■ **What is expected**
Copy out all the lines in the records that include the word "halo".

[Given data — start]

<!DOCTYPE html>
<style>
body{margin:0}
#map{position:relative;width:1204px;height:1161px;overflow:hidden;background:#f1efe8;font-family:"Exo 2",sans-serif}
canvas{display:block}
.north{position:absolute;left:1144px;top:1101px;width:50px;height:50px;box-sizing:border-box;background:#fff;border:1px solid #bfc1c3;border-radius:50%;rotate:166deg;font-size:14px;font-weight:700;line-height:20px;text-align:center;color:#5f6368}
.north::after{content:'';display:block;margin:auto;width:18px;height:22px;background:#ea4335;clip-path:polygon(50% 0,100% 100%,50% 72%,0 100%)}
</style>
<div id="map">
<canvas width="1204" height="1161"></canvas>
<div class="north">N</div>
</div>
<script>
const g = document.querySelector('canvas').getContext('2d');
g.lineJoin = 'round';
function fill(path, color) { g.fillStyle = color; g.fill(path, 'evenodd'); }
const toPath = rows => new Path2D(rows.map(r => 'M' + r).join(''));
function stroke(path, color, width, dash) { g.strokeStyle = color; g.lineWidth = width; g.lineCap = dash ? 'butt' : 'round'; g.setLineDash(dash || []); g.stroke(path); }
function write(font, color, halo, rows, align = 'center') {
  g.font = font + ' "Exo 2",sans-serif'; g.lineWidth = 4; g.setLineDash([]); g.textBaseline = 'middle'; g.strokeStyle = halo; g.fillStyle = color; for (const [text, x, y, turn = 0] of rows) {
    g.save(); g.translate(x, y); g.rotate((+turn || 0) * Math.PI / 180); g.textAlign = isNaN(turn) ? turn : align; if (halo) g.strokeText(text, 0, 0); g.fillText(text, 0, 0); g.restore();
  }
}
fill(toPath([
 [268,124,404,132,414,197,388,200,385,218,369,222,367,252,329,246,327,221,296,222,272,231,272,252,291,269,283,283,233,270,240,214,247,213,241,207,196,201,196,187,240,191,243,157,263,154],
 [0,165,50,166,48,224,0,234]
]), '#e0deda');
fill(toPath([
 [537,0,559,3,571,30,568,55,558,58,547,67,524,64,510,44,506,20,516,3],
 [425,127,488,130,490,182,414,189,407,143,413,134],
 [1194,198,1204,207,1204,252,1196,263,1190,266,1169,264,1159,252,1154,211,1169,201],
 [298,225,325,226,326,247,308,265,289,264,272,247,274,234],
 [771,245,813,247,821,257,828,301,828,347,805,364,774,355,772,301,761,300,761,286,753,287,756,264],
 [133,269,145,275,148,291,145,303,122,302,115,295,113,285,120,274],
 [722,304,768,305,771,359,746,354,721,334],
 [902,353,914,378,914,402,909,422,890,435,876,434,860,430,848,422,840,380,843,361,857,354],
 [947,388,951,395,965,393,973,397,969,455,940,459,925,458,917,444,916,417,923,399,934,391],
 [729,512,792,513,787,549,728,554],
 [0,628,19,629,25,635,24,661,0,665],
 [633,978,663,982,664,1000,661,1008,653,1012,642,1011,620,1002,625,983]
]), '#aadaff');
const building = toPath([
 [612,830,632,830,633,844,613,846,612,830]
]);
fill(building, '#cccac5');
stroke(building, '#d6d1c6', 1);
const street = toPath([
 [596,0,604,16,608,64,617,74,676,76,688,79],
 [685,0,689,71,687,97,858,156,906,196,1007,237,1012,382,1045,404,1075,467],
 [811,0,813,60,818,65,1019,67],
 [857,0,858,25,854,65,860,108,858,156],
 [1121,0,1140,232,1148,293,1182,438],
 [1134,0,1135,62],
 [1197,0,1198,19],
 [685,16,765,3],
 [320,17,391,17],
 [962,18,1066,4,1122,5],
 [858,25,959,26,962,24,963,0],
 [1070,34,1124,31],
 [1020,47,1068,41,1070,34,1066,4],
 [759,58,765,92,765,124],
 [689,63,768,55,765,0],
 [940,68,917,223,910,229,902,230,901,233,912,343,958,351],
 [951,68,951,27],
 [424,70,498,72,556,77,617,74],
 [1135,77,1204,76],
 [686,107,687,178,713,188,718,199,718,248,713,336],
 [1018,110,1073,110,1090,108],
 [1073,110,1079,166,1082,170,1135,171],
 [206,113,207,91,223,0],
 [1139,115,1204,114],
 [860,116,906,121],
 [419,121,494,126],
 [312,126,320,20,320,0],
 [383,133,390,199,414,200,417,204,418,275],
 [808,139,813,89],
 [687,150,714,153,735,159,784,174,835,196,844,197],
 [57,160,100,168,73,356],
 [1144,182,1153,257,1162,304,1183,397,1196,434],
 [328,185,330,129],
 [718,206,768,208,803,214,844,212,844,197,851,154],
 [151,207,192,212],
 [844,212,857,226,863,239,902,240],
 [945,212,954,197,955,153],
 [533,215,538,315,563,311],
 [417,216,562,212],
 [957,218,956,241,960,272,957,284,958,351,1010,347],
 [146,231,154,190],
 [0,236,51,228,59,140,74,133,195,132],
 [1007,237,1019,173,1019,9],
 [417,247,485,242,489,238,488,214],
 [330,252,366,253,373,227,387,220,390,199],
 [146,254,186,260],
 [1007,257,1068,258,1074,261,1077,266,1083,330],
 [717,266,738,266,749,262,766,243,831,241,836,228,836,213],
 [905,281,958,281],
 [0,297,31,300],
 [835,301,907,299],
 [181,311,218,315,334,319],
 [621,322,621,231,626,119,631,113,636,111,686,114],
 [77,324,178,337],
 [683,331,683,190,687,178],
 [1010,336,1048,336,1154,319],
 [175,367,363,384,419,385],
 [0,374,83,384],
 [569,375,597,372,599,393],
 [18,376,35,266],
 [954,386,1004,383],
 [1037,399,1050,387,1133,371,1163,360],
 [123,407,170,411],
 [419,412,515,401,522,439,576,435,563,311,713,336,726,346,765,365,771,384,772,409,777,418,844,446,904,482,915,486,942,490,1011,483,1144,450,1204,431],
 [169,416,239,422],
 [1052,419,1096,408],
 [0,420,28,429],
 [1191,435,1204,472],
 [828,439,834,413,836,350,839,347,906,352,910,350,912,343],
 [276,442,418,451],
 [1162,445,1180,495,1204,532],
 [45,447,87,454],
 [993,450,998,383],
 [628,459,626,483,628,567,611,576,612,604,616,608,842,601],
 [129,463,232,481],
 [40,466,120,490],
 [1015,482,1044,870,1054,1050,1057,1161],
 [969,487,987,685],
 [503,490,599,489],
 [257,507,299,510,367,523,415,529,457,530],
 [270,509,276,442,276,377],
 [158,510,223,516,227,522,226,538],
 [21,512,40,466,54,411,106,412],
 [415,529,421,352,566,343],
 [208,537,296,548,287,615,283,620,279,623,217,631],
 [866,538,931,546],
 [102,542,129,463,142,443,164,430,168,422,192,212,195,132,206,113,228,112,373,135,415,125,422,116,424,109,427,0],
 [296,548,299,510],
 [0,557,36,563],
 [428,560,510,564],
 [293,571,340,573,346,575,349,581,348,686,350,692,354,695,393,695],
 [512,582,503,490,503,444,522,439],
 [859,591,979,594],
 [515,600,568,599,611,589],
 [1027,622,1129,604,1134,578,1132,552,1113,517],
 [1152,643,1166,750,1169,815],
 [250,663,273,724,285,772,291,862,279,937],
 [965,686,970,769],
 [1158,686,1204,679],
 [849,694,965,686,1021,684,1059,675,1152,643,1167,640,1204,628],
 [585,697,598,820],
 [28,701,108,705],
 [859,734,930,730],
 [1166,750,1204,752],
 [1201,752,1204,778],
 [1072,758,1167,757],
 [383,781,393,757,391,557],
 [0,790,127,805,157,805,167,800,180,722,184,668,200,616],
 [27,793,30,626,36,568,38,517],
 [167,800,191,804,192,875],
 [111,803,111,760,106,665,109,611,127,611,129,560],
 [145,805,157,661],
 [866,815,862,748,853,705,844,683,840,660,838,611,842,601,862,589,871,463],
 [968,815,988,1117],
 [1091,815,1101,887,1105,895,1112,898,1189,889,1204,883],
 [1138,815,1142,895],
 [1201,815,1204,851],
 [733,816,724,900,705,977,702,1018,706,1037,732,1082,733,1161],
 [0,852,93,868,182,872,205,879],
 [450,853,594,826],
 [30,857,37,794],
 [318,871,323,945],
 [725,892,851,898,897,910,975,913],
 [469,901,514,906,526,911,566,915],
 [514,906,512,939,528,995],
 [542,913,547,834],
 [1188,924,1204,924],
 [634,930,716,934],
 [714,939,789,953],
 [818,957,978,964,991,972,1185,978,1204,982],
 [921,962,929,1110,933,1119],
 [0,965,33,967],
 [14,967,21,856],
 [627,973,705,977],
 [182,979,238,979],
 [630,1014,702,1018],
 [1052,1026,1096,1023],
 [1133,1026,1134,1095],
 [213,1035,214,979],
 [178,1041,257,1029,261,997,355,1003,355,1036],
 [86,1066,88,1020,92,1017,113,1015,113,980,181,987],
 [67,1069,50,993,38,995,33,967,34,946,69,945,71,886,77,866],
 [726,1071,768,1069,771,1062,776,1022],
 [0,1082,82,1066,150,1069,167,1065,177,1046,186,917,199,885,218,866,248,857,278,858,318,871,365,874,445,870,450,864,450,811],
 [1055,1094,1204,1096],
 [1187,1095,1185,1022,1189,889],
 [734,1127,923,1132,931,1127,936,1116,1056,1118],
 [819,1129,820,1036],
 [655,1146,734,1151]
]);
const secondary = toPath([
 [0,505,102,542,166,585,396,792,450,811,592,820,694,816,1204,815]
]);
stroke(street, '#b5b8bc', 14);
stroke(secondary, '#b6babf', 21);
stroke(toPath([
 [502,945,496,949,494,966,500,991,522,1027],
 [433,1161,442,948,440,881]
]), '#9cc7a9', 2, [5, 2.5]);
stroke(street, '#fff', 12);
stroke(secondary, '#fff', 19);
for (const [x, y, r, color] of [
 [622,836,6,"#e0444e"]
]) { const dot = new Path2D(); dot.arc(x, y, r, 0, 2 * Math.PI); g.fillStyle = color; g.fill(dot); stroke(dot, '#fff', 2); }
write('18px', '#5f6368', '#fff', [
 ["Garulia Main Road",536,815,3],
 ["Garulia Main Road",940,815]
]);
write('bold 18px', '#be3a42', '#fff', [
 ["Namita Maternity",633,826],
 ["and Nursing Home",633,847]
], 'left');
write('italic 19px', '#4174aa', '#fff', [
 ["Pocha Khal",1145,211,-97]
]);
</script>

[Given data — finish]

■ **Output of the exercise**
function write(font, color, halo, rows, align = 'center') {
  g.font = font + ' "Exo 2",sans-serif'; g.lineWidth = 4; g.setLineDash([]); g.textBaseline = 'middle'; g.strokeStyle = halo; g.fillStyle = color; for (const [text, x, y, turn = 0] of rows) {
    g.save(); g.translate(x, y); g.rotate((+turn || 0) * Math.PI / 180); g.textAlign = isNaN(turn) ? turn : align; if (halo) g.strokeText(text, 0, 0); g.fillText(text, 0, 0); g.restore();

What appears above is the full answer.